The Thi Vai regasification terminal, the first imported liquefied natural gas infrastructure project in Vietnam, will be put out to tender in the next five months, and it is expected to pave the way for first imports to the country.
The feasibility study and front-end engineering design (FEED) for the first liquefied natural gas (LNG) project in the southern province of Ba Ria- Vung Tau have now been completed, Pham Van Pham director of LNG Vietnam JSC said.
He added that an update for the project’s total capital investment is now in process to prevent any lack up requirements before tender invitation. “We met no difficulties in speeding up the progress of the project and are scheduled to bring the project out to engineering procurement and construction (EPC) tender before the end of this year.”
The first phase of Thi Vai regasification terminal will be designed with the estimated capacity of 1 million metric tones (mt) per annum. The construction of the project is expected to kick-start at the end of this year or early next year at the latest, Phong said
Together with the positive signals from the Thi Vai project, a big change in developments of the Son My LNG regasification terminal in the central province of Binh Thuan is expected to be seen. This is the second one of its kind, with the designed capacity possibly extending up to 10 million mt per annum.
“We are working with our potential partner to make a consortium to develop the Son My terminal, hoping to come to a conclusion within this year,” the LNG Vietnam director said. The project construction is slated for kick-off in 2019-2020.
The Thi Vai and Son My terminals are only two of the six regasification terminals set for the country’s LNG development planning, according to a Ministry of Industry and Trade decision issued in 2015. The six projects need a total capital investment of more than $6 billion.

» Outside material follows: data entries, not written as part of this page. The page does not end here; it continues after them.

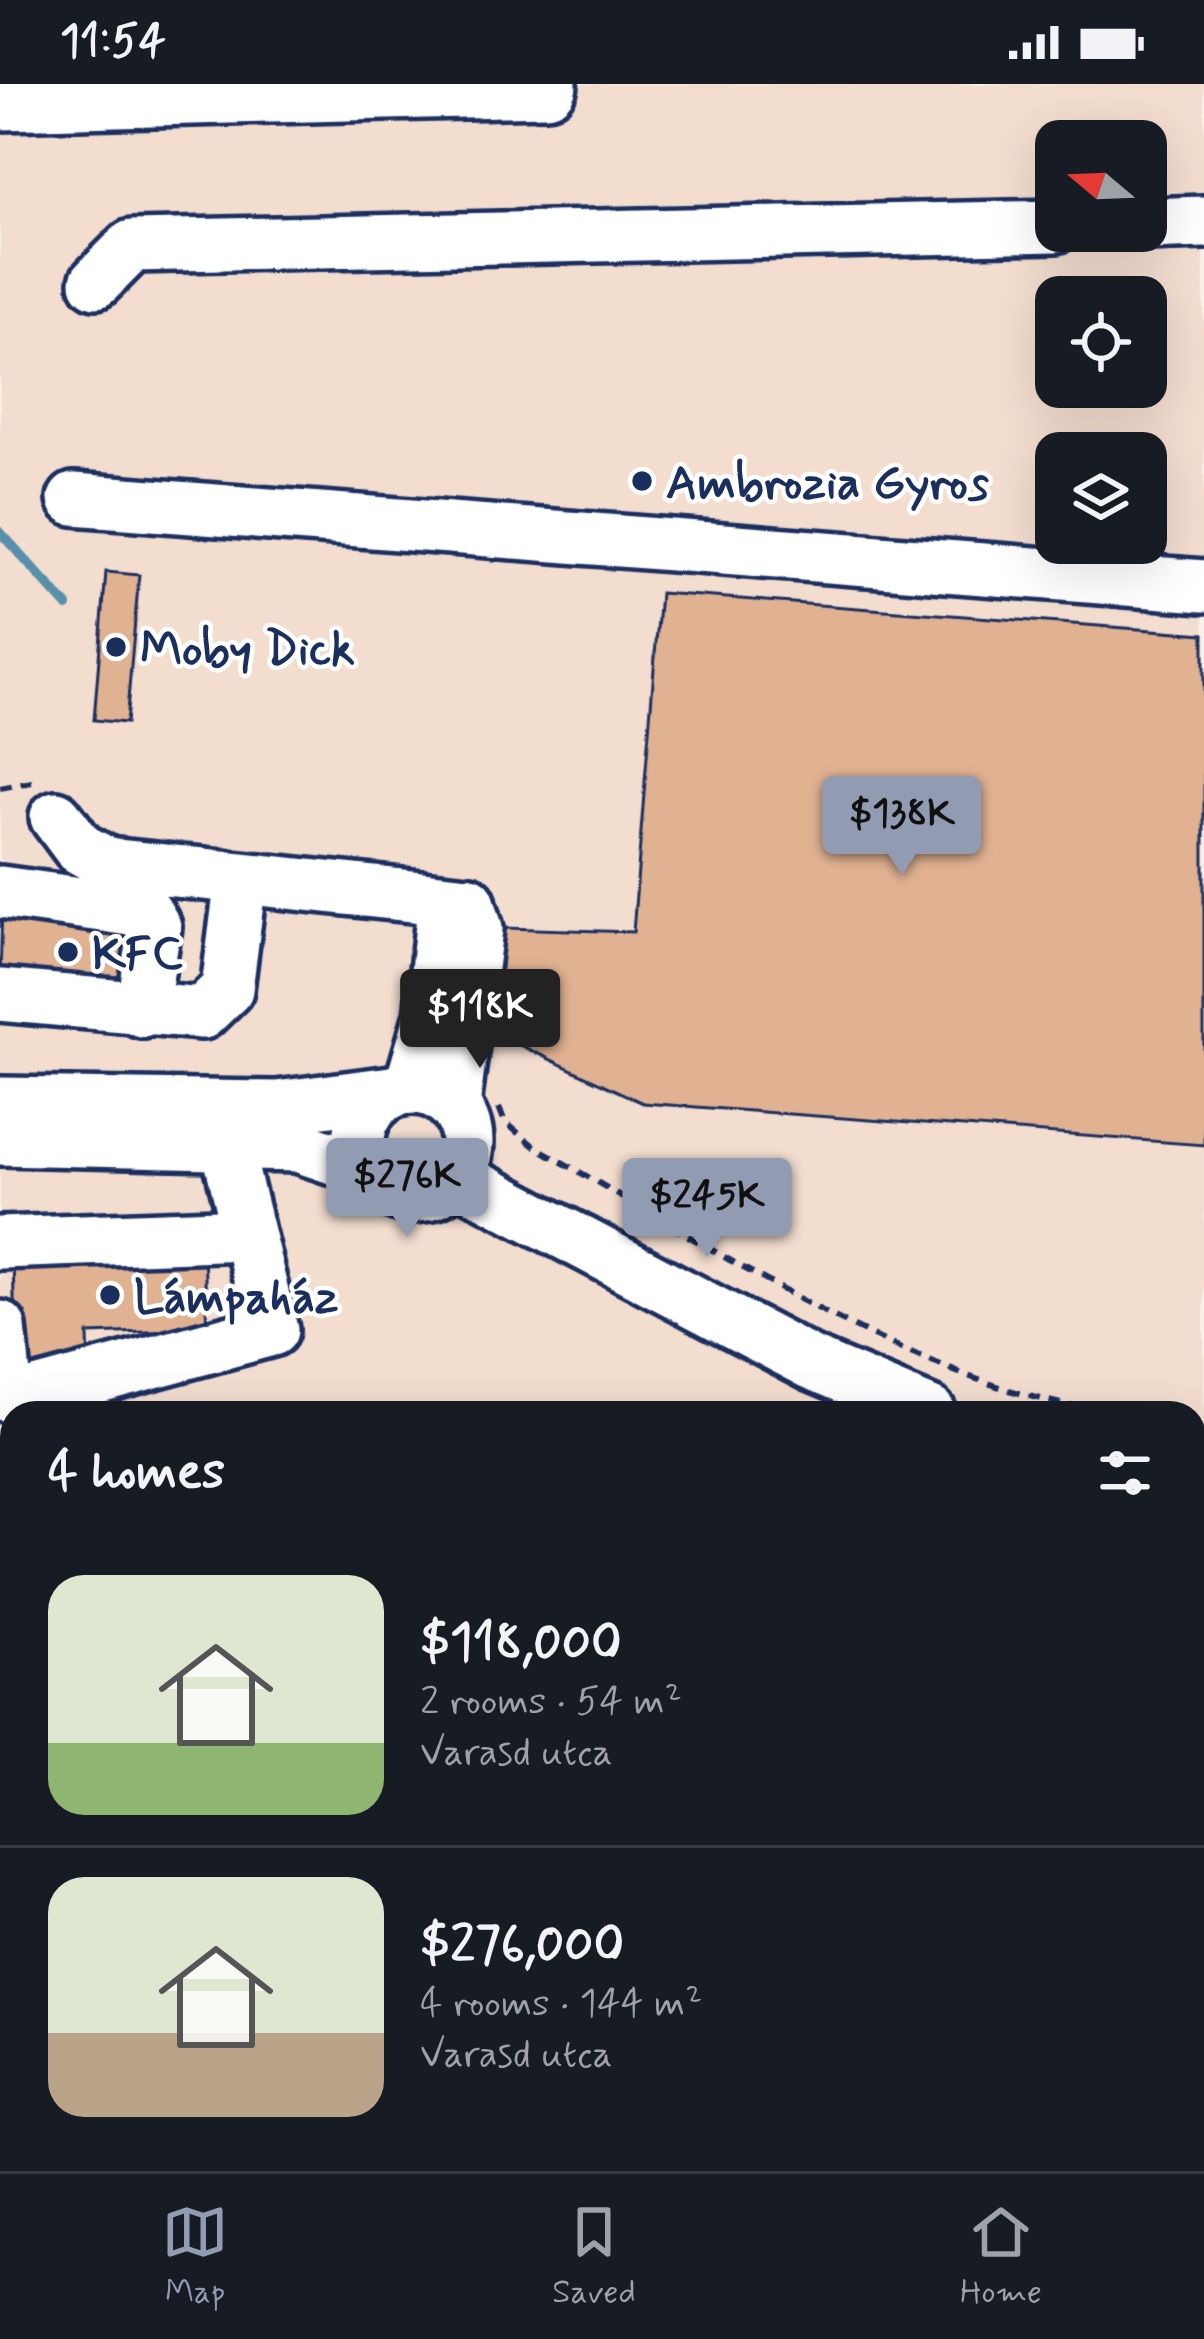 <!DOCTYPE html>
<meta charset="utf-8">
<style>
:root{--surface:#171b24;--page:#20242c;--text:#f1f3f6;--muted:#9ea1a6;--line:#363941;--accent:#919bb2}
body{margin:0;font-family:Mynerve,sans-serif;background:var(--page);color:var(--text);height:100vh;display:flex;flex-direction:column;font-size:45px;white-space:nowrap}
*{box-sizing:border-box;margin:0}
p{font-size:39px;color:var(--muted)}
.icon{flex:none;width:66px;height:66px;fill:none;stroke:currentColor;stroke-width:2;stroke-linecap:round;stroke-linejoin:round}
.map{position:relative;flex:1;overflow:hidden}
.details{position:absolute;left:0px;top:1317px;width:1206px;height:771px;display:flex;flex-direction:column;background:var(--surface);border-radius:36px 36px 0 0;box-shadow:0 12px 48px #0002}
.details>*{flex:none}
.needle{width:78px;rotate:289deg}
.fabs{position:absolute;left:1035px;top:36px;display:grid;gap:24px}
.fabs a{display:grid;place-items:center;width:132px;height:132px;border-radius:24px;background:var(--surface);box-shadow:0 12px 48px #0002;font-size:60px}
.price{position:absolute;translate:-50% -102px;padding:0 27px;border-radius:12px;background:var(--accent);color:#111;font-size:39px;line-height:78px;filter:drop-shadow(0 3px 6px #0008)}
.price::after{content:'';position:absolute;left:50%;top:72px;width:36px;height:27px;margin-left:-18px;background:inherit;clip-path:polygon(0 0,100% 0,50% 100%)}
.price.selected{background:#222;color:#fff}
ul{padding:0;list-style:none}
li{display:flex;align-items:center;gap:36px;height:300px;padding:0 48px}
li+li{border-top:3px solid var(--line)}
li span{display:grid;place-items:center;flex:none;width:336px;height:240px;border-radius:36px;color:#555}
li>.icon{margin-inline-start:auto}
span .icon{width:144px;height:144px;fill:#fffc;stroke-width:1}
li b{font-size:51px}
h2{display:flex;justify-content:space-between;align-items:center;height:144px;padding:0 48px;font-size:51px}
.status{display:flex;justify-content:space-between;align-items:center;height:84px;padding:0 60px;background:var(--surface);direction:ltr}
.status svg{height:33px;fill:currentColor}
.tabs{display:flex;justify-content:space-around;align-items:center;height:168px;border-top:3px solid var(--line);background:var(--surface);font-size:33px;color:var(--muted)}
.tabs a{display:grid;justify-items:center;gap:6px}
.tabs .selected{color:var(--accent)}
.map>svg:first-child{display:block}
</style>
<div class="status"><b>11:54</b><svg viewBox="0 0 49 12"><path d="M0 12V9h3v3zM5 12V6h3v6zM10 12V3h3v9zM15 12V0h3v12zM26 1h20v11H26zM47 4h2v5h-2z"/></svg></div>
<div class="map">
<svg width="1204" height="2087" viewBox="0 0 1204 2087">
<rect width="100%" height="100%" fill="#f9f0e9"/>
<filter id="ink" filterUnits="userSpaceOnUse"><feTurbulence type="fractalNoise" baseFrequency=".00833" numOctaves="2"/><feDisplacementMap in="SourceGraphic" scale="24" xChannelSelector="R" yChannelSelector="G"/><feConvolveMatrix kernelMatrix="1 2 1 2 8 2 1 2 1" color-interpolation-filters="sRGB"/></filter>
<g filter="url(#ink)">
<!-- built -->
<path fill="#f2ddcf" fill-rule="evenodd" d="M0,0H1204V2087H1199L1194,2053V1329H12V2076H657L659,2087H0ZM1056,57H1146V147H1056ZM1056,213H1146V303H1056ZM1056,369H1146V459H1056Z"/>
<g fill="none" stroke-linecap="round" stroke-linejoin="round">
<!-- stream -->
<path stroke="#5990ab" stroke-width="10" d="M0,448L67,522"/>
</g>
<!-- building -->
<g fill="#e1b292" stroke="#1b2f5e" stroke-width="3">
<path d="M106,488L139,491L126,639L94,636Z"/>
<path d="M660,509L1204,550V1061L643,1019L494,949L505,844L633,848Z"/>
<path d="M2,822L140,840L130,912L0,895Z"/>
<path d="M204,1169L207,1246L88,1250L89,1286L16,1288L13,1175Z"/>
<path d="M130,2076H224L226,2087H132Z"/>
<path d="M353,2076H522L470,2087H355Z"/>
</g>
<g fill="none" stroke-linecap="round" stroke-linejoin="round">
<defs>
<g id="minor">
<path d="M1146,140L1204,138"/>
<path d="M96,198L132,162L1056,142"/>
<path d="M74,415L1204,502"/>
<path d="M56,733L79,764L108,780L469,818"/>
<path d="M0,808L146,828L155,843L142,927"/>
<path d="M0,911L202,929L227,905L241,795"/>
<path d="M410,1004L431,932L441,842L469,818"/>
<circle cx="413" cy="1058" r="54"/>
<path d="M0,1019L277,1023L392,1008"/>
<path d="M454,1022L477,845L469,818"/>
<path d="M0,1055L298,1062L366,1085"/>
<path d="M455,1092L811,1279L930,1329"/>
<path d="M0,1159L246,1150"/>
<path d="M0,1243L7,1312L32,1311L272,1246L226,1059"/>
<path d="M1194,1381L1204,1382"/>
<path d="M0,1603L12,1600"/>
<path d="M0,1719L12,1766"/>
<path d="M69,2076L70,2087"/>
<path d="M120,2076L122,2087"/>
<path d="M258,2076L260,2087"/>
</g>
<path id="major" d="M0,14L545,0"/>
</defs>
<!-- minor casing -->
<use href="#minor" stroke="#1b2f5e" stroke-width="60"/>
<!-- major casing -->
<use href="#major" stroke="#1b2f5e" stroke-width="72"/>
<!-- path -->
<g stroke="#1b2f5e" stroke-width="6" stroke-dasharray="12 9" stroke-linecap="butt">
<path d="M0,704L32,698"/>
<path d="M499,1024L505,1038L534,1062C711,1161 908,1300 1110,1329"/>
<path d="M0,1477L12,1531"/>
<path d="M0,2053L6,2087"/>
</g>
<!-- minor -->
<use href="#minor" stroke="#fff" stroke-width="51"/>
<!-- major -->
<use href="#major" stroke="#fff" stroke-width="63"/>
</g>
</g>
<!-- markers -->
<g fill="#1b2f5e" stroke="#fff" stroke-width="4.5">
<circle cx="642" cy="397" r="12"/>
<circle cx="116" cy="563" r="12"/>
<circle cx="68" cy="868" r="12"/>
<circle cx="110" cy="1211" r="12"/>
</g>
<g text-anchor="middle" stroke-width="9" stroke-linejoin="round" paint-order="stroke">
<!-- poi labels -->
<g font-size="48" font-weight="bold" fill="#1b2f5e" stroke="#fff" text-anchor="start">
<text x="666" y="414">Ambrozia Gyros</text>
<text x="140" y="580">Moby Dick</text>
<text x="92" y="885">KFC</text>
<text x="134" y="1228">Lámpaház</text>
</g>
</g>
</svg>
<div class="fabs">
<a><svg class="needle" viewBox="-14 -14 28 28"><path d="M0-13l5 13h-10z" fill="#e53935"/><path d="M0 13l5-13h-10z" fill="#9ea1a6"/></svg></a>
<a><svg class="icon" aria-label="locate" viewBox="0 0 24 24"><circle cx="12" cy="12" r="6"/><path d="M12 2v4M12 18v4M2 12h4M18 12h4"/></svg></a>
<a><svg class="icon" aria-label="layers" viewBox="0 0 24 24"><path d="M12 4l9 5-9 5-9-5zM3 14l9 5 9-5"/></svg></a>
</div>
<b class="price" style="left:902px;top:794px">$138K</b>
<b class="price selected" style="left:480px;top:987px">$118K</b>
<b class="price" style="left:407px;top:1156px">$276K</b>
<b class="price" style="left:707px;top:1176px">$245K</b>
<section class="details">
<h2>4 homes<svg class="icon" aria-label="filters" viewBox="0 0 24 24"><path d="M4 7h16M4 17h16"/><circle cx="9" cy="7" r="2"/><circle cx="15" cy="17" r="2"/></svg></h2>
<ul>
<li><span style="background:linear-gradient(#dfe7d0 70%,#8fb573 0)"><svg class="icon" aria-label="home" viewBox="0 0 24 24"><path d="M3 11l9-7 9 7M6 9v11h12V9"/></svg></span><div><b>$118,000</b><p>2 rooms · 54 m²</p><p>Varasd utca</p></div></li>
<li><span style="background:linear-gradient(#dfe7d0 65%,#b9a48a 0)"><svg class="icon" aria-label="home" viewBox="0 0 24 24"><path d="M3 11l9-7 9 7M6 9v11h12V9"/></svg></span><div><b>$276,000</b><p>4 rooms · 144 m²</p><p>Varasd utca</p></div></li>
</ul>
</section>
</div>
<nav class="tabs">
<a class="selected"><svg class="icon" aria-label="map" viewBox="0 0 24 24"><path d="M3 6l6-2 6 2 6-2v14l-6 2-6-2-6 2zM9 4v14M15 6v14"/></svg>Map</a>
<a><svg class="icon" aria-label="saved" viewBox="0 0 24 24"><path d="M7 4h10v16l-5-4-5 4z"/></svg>Saved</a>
<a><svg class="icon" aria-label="home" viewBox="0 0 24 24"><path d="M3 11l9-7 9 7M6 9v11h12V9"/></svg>Home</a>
</nav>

The construction of LNG reserve and liquefaction bases, as required by overseas sellers, will help untangle the bottleneck Vietnam’s LNG growth, clearing the way for LNG imports, according to Phong.
Liquefied natural gas deals are emerging as a tempting target for investors thanks to drawing ever-growing interest from overseas players.
US-based AES Group, Japan’s Mitsui, Shell, and Alaska Gasline Development Corporation (ACDC) are some of the foreign giants that have their sights set on the potential LNG supplies into Vietnam.
Over the last few years, LNG has been providing a different kind of energy security for countries that have grown up on a domestic gas production system.
A Shell representative told that the countries like Vietnam and Pakistan are facing the decline in domestic gas production. A fast-growing economy like Vietnam will need more and more energy in the future and LNG is well placed to provide it.
The Shell source supposed that Vietnam is amongst those countries where LNG will effectively be going in and replacing declining domestic gas production. According to the Woodmac first quarter 2018 forecast, Vietnam’s LNG imports can potentially start by 2023 and reach as high as 2.5 million mt/year by 2030.
“One LNG infrastructure is in place, we expect Vietnam to begin importing,” the Shell source said.
Importing LNG is urged as the local gas industry is estimated to generate the combined output of around 10 billion mt/year, including to the Vietnam Energy Association (VEA).
VEA chairman Tran Viet Ngai said that LNG could be a significant element in the country’s energy supply in the time to come as many local power plants will have a gas shortage.
In the light of the National Power Plan VII, the total combined power capacity of local power plants will amount to about 129,500 megawatts (MW) by 2030. Of which 19000 MW will come from gas-fired power plants including LNG.
Accordingly, 10 billion mt are needed to meet the input of southern power plants between 2025 and 2030. Besides, Vietnam, on par with the national green growth trend, also needs a big LNG supply for several coal-fired power plants to be transformed into national gas-fired ones.